The author of countless cartoons, animated films, comic books and commercials won the Prešeren Prize, the highest national awards for lifetime achievements in the arts, in 2015.
Muster began his career in the 1950s when the art was still frowned upon as trivial by the Communist authorities, yet his endearing characters soon won the hearts of children and adults and are still popular today.
Enjoying almost a cult status to this day, his best known work is a collection of comic books about Zvitorepec, Trdonja and Lakotnik, a recount of endless action-packed adventures of a plucky fox, wise turtle and a kind but simple-minded wolf.
The stories first came out as a comic in a daily newspaper in the early 1950s and were later also turned into an animated cartoon. Altogether, the collection features more than 40 comic books.
Muster has produced over 5,000 panels of comics and animated film running to a total of ten hours. Talking to the STA upon receiving the Prešeren Prize, Muster said he had always been a workaholic, working up to 16 hours a day. But having enjoyed so much in drawing, he never perceived it as actual work.
Hailing from Murska Sobota, the academic sculptor by profession and a self-taught cartoonist and animator, was initially unable to pursue his childhood dream of becoming a cartoonist, because he could not travel to the US after WWII while the art was still non-existent in Europe.

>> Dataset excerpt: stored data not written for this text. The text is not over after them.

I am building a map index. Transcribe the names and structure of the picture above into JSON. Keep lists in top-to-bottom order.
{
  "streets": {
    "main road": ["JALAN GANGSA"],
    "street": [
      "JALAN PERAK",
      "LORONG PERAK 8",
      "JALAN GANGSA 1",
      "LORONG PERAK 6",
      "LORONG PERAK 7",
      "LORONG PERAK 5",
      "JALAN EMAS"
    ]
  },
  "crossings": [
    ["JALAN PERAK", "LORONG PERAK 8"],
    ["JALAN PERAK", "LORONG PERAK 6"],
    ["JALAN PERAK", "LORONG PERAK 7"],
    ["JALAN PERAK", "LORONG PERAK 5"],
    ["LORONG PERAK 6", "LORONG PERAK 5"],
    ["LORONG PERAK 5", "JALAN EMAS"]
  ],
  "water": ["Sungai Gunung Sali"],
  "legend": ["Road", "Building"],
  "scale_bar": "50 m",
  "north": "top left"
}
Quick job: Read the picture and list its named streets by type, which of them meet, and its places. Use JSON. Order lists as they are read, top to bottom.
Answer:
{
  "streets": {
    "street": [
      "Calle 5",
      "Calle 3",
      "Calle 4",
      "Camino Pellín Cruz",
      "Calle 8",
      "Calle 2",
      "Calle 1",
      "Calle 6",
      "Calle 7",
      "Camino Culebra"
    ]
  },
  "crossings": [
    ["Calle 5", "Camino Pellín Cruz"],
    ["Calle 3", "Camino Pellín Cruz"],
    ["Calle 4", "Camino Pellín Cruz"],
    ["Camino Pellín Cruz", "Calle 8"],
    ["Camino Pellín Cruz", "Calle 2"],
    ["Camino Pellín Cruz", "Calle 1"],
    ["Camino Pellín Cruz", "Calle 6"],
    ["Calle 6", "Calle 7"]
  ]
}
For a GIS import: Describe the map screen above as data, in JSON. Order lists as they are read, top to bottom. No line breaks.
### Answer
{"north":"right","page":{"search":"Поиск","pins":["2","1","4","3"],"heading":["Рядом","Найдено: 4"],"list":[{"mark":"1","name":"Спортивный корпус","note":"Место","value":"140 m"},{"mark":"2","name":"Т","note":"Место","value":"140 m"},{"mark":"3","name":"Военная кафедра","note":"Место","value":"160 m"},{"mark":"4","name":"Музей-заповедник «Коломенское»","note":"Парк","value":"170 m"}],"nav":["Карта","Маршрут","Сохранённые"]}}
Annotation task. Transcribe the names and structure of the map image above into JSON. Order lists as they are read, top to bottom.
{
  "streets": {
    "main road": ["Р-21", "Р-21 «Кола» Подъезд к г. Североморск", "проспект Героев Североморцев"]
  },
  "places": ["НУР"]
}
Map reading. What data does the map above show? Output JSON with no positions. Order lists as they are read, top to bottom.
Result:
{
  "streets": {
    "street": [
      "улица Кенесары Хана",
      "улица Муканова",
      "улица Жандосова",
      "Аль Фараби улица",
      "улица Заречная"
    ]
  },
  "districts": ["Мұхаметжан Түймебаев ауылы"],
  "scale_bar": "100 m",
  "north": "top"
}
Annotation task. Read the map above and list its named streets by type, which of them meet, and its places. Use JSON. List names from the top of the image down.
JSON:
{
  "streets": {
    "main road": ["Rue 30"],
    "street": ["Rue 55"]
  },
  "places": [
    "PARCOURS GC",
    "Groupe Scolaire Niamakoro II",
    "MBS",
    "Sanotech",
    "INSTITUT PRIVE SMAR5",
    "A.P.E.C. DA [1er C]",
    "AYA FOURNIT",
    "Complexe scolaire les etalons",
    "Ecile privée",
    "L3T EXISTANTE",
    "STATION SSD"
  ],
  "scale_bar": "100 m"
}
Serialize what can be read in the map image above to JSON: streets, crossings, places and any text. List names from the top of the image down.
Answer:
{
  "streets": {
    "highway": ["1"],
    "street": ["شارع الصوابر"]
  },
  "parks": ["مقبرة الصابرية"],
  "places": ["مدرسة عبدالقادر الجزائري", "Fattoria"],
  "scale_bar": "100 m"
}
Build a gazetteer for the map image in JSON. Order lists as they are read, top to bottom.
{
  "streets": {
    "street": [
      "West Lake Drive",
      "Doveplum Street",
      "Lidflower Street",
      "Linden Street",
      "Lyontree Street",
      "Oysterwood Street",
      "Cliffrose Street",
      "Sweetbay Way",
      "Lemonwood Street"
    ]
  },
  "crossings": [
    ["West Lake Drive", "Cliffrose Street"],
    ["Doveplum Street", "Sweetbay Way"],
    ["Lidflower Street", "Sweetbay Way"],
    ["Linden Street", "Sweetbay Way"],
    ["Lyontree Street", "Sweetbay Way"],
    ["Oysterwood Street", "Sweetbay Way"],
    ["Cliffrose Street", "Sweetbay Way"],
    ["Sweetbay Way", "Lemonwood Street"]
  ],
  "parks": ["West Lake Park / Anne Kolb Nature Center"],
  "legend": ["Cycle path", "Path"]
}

So he studied sculpting at the Ljubljana Academy of Fine Arts, and left for West Germany in 1973, where he stayed for 17 years, working for Bavaria Film and other studios, but also keeping his Slovenian clients, including TV Ljubljana, the predecessor of the public broadcaster, and several well-known companies and brands such as Kolinska, Medex, Elan and Fructal.
His commercials were immensely popular, being funny and witty.
On his return to Slovenia in the 1990s, Muster started to draw political caricatures for the Mag magazine, which has been later discontinued, and later for the weekly Reporter.